DAL MINISTERO DEL LAVORO IL VALORE PER RIVALUTARE I MONTANTI CONTRIBUTIVI DAL 1° GENNAIO 2022
di Leonardo Comegna
Niente rivalutazione del montante contributivo per chi andrà in pensione l’anno prossimo. Lo si legge in una nota del ministero del lavoro dell’11 ottobre, in cui si comunica il valore da utilizzare per rivalutare i montanti contributivi delle pensioni che avranno decorrenza a partire dal 1° gennaio 2022. Il tasso medio annuo composto di variazione del prodotto interno lordo nominale (Pil), nei cinque anni precedenti il 2021, è risultato pari a -0,000215. Pertanto, il coefficiente di rivalutazione risulta pari a 0,999785 (arrotondato a 1). Ma, siccome la vigente normativa (art. 5, legge n. 109/2015), stabilisce che il tasso non possa essere negativo, verrà utilizzato un valore neutro, pari ad uno, e la mancata svalutazione (pari a -0,000215) sarà recuperata sulla prima rivalutazione positiva utile. Per la cosiddetta clausola di salvaguardia. Per farla breve, si tratta del primo effetto della pandemia che ha ridotto drasticamente il prodotto interno lordo nell’anno 2020. In sostanza, i lavoratori che andranno in pensione dal 1° gennaio 2022 non subiranno alcuna svalutazione del montante contributivo accreditato al 31 dicembre 2020.

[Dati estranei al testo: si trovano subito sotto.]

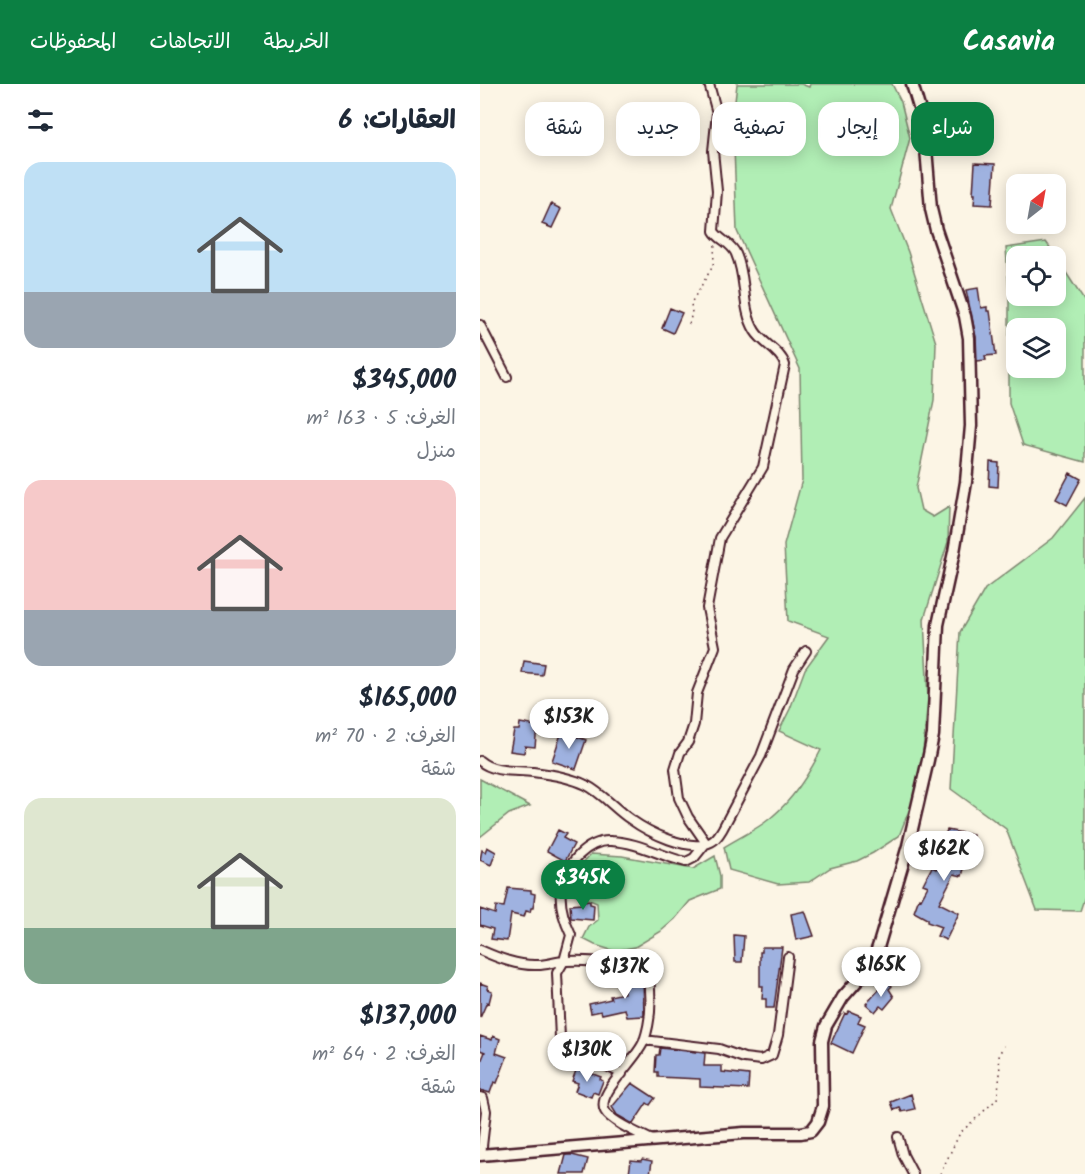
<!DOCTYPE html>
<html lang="ar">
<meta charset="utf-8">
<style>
:root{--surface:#fff;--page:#f2f2f3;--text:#1f2937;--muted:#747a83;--accent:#0b8043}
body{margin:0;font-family:Kalam,"Playpen Sans Arabic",sans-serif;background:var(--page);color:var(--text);direction:rtl;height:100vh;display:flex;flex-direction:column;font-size:22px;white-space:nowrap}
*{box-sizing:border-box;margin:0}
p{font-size:20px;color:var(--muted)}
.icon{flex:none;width:33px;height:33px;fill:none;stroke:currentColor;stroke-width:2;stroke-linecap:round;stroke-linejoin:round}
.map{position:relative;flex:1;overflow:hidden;direction:ltr}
.panel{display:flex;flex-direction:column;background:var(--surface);width:480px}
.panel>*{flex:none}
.banner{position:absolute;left:18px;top:18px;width:496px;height:54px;direction:rtl;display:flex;gap:12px}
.needle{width:39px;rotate:31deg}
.controls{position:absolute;left:526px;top:90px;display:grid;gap:12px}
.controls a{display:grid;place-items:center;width:60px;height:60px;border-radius:12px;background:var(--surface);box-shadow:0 3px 15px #0003;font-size:30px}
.price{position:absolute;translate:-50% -51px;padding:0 14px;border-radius:21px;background:#fff;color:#222;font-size:20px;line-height:39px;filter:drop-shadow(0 2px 3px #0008)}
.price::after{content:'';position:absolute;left:50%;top:36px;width:18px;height:14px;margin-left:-9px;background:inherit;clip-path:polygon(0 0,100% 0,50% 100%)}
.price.current{background:var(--accent);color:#fff}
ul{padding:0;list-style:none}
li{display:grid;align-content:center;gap:12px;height:318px;padding:0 24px}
li span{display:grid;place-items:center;height:186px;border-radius:18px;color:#555}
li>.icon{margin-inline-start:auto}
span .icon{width:108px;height:108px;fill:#fffc;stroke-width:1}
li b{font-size:26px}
h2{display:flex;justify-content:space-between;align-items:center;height:72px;padding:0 24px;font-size:26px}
.tag{padding:0 21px;border-radius:18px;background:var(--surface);box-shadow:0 3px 15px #0003;font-size:21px;line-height:54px}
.tag.current{background:var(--accent);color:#fff}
header{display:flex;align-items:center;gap:36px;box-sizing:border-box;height:84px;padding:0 30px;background:var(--accent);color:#fff}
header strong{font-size:28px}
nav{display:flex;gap:33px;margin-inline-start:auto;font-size:21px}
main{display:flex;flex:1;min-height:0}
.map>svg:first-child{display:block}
.green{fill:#b1eeb5;stroke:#7e8670;stroke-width:1.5;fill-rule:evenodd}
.building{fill:#9fb2e0;stroke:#4a1f2b;stroke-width:1.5}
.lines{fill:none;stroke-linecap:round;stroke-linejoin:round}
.street-casing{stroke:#4a1f2b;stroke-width:12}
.secondary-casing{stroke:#4a1f2b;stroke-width:15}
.path{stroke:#4a1f2b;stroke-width:1.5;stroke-dasharray:1.5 4.5;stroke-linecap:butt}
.street{stroke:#fcf5e5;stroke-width:8}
.secondary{stroke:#fcf5e5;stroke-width:10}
</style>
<header>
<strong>Casavia</strong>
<nav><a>الخريطة</a><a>الاتجاهات</a><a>المحفوظات</a></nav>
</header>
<main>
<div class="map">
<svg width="605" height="1090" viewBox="0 0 605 1090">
<rect width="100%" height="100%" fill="#fcf5e5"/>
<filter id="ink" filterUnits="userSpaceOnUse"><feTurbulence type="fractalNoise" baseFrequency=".0167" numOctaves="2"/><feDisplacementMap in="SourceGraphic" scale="12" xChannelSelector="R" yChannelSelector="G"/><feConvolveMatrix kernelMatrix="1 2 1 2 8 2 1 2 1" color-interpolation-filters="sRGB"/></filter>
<g filter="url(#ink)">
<!-- green -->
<path class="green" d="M 257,0 L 321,0 L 329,3 L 330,0 L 412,0 L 421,18 L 430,54 L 411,125 L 428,168 L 456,259 L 454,316 L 436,404 L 441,426 L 453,433 L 469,423 L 468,458 L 444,535 L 448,614 L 443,667 L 433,716 L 419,752 L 393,769 L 377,777 L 350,784 L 329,798 L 298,800 L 249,786 L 244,763 C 257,755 271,748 284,739 C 308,722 328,692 341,666 L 299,647 L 310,625 L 325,585 L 349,552 L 308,537 L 304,461 L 322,396 L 320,285 L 257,147 L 253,35 Z
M 566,158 L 576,172 L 537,172 L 537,212 L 576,212 L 576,173 L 605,218 L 605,378 L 543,361 L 529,319 L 529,208 L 526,164 ZM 576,244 L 576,284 L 537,284 L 537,244 Z
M 605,414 L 605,812 L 600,827 L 557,826 L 526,745 L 471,705 L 480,548 L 505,505 L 573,454 Z
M 0,695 L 50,722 L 29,730 L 0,753 Z
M 111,770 L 142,772 L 213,785 L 235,772 L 240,792 L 240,805 L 210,817 L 195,835 L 180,848 L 155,863 L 134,867 L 115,861 L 103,855 L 109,843 L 118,836 L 117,819 L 95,810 L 96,786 Z"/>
<!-- building -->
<path class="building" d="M 495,79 L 515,80 L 512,121 L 494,120 L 495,110 L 493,110 Z
M 71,120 L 81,125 L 72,144 L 62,140 Z
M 498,204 L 501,224 L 507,223 L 507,227 L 510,227 L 516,271 L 505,272 L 506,276 L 497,277 L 496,253 L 486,206 Z
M 190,224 L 202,229 L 193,249 L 182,244 Z
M 510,378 L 519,379 L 518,403 L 509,402 Z
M 590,389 L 601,395 L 587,421 L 576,415 Z
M 44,577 L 64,580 L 62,591 L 42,589 Z
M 40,639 L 57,642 L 55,663 L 45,662 L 44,669 L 30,667 L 34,646 L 39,646 Z
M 82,647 L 106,656 L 96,685 L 72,677 Z
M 78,746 L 86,750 L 83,754 L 94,760 L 85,777 L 67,767 Z
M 467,746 L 493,751 L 482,792 L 474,790 L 459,819 L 479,829 L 466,856 L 457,852 L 461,843 L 447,838 L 447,835 L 434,828 L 439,814 L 441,815 L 448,802 L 443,800 L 447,792 L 452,783 L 456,785 L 462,763 L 460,762 Z
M 7,763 L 16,768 L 11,781 L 0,776 L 2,766 L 5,768 Z
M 28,804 L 51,806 L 51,809 L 55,810 L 53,824 L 51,824 L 50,828 L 46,827 L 44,833 L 31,830 L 27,857 L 11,855 L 13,845 L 0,841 L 0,825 L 15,830 L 16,822 L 24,823 Z
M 101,816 L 110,817 L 110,820 L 114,821 L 113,836 L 91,834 L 90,821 L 101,820 Z
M 325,827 L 334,852 L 316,856 L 311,830 Z
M 254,851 L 264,852 L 262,878 L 255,878 Z
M 282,863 L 302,863 L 294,924 L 286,924 L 286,915 L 282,915 L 283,902 L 280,902 L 280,868 L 282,868 Z
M 151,890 L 163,893 L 164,932 L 147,933 L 145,925 L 122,930 L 121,927 L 111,929 L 109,920 L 131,915 L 130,912 L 144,909 L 143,896 L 152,895 Z
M 407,897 L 412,902 L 409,905 L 414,913 L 404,925 L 400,922 L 395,928 L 386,920 Z
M 0,899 L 8,902 L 7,905 L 12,907 L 9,919 L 7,918 L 0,934 Z
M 369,927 L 381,932 L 378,938 L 385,941 L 372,969 L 351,959 L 365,929 L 367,930 Z
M 0,952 L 12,956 L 13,952 L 20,955 L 16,969 L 27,973 L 17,999 L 14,998 L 10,1009 L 0,1006 L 0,980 L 5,968 L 0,966 Z
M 180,964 L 225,969 L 224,982 L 242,982 L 242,988 L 269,991 L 268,1005 L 220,1003 L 220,995 L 178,993 L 178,988 L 175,988 L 176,971 L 179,971 Z
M 97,984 L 121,993 L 120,995 L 123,997 L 118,1010 L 113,1008 L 111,1013 L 95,1007 L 98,999 L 92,997 Z
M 152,999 L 175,1014 L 170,1021 L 167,1019 L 153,1040 L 137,1031 L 132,1023 Z
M 431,1010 L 435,1025 L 422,1028 L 420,1024 L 414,1026 L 411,1018 Z
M 86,1071 L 92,1071 L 108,1075 L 104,1090 L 81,1090 Z
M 162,1075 L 172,1077 L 170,1090 L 149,1090 L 151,1076 L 161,1077 Z"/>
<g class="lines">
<!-- street casing -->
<g class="street-casing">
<path id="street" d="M 0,241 L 27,293
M 0,677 C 14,689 35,686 53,688 C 69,690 92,694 106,701 C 122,709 135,725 150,735 C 168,748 209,769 231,758 C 237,755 240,749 243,744 L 281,672 L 314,585 L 326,567
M 0,866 C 18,874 38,882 58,881 C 67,881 76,877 86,877 C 112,876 143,879 168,888 C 172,912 172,934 164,957 C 157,976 115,1010 125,1027 C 131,1038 160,1050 172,1056
M 164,956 L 239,965 L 264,974 L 281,976 L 292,971 L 298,951 L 308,873
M 142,990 L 83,959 L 80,954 L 77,889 L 84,877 L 91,851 C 77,822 75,796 99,771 C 107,763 119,756 131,757 C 158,758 180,772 206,778 L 214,774 L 226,759 L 208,733 L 199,714 L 195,685 L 200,669 L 208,658 L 214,640 L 217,609 L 235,563 L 227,524 L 240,454 L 283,383 L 305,281 C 301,267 283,260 275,247 C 261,224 267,194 256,170 C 252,159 239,156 234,147 L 237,107 L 233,67 L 237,29 L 229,0
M 0,1013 L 3,1014 L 6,1027 L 1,1071
M 418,1053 L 423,1071 L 433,1090"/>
</g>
<!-- secondary casing -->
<g class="secondary-casing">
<path id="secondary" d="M 0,1071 L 264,1049 L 321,1049 L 331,1047 L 338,1038 L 343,1022 L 342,957 L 346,942 L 363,913 L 392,880 L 399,860 L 428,762 L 448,676 L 453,651 L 458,541 L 474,468 L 486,398 L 491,342 L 489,254 L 485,232 L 456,146 L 451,125 L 444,40 L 432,0"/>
</g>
<!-- path -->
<path class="path" d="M 209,240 L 212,229 L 211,219 L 233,182 L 235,160
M 460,1090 L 480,1049 L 517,1015 L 520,990 L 519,970 L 524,962"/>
<!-- street -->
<use href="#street" class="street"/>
<!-- secondary -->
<use href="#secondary" class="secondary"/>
</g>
</g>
</svg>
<div class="controls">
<a><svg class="needle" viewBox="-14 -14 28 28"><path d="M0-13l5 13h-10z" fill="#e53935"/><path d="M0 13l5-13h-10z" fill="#747a83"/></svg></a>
<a><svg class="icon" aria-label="locate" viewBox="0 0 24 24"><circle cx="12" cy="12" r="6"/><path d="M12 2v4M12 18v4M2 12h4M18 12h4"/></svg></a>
<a><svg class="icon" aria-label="layers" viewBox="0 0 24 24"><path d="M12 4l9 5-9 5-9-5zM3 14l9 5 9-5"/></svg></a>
</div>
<b class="price" style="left:89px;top:666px">$153K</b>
<b class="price" style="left:464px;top:798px">$162K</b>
<b class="price current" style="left:103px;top:827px">$345K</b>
<b class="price" style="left:401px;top:914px">$165K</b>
<b class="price" style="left:145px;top:916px">$137K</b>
<b class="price" style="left:107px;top:999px">$130K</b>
<div class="banner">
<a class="tag current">شراء</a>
<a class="tag">إيجار</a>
<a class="tag">تصفية</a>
<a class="tag">جديد</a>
<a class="tag">شقة</a>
</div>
</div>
<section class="panel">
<h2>العقارات: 6<svg class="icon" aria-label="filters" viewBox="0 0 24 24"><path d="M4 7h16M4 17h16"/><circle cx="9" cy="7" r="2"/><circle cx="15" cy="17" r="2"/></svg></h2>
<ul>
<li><span style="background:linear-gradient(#bfe0f5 70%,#9aa5b1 0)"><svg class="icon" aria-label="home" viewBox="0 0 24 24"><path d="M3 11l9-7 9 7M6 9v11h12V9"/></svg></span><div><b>$345,000</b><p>الغرف: 5 · 163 m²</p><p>منزل</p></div></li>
<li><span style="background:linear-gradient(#f6c9c9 70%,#9aa5b1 0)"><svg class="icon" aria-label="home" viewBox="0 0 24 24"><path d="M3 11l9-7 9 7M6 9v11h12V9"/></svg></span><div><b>$165,000</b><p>الغرف: 2 · 70 m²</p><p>شقة</p></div></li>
<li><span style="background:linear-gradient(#dfe7d0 70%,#7fa58c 0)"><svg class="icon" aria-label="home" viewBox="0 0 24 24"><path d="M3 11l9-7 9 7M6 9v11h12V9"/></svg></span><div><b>$137,000</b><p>الغرف: 2 · 64 m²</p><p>شقة</p></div></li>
</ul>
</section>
</main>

Di cosa parliamo. La scarsa crescita del Pil, complice anche l’emergenza sanitaria, si ripercuote sulla rivalutazione dei contributi versati all’Inps, che serviranno un domani a calcolare la pensione. La questione interessa da vicino i giovani. Ossia coloro che hanno cominciato a lavorare dopo il 31 dicembre 1995 e che rientrano appieno nel criterio di calcolo della pensione cosiddetto «contributivo». La crisi del Pil legata all’emergenza sanitaria da Covid-19 non produce, alcun effetto sulle pensioni che avranno decorrenza nel 2022. Il tasso di capitalizzazione, come visto, viene calcolato sulla media della variazione del Pil registrata nei cinque anni antecedenti il 2020. Per cui non è necessario affrettarsi a lasciare il lavoro entro fine anno, come a volte si è portati a pensare. In futuro è lecito comunque aspettarsi un ulteriore intervento legislativo in grado di compensare gli effetti della contrazione del Pil nel 2021 come già avvenuto in occasione della crisi del 2008-2012 (la richiamata legge n. 105/2015).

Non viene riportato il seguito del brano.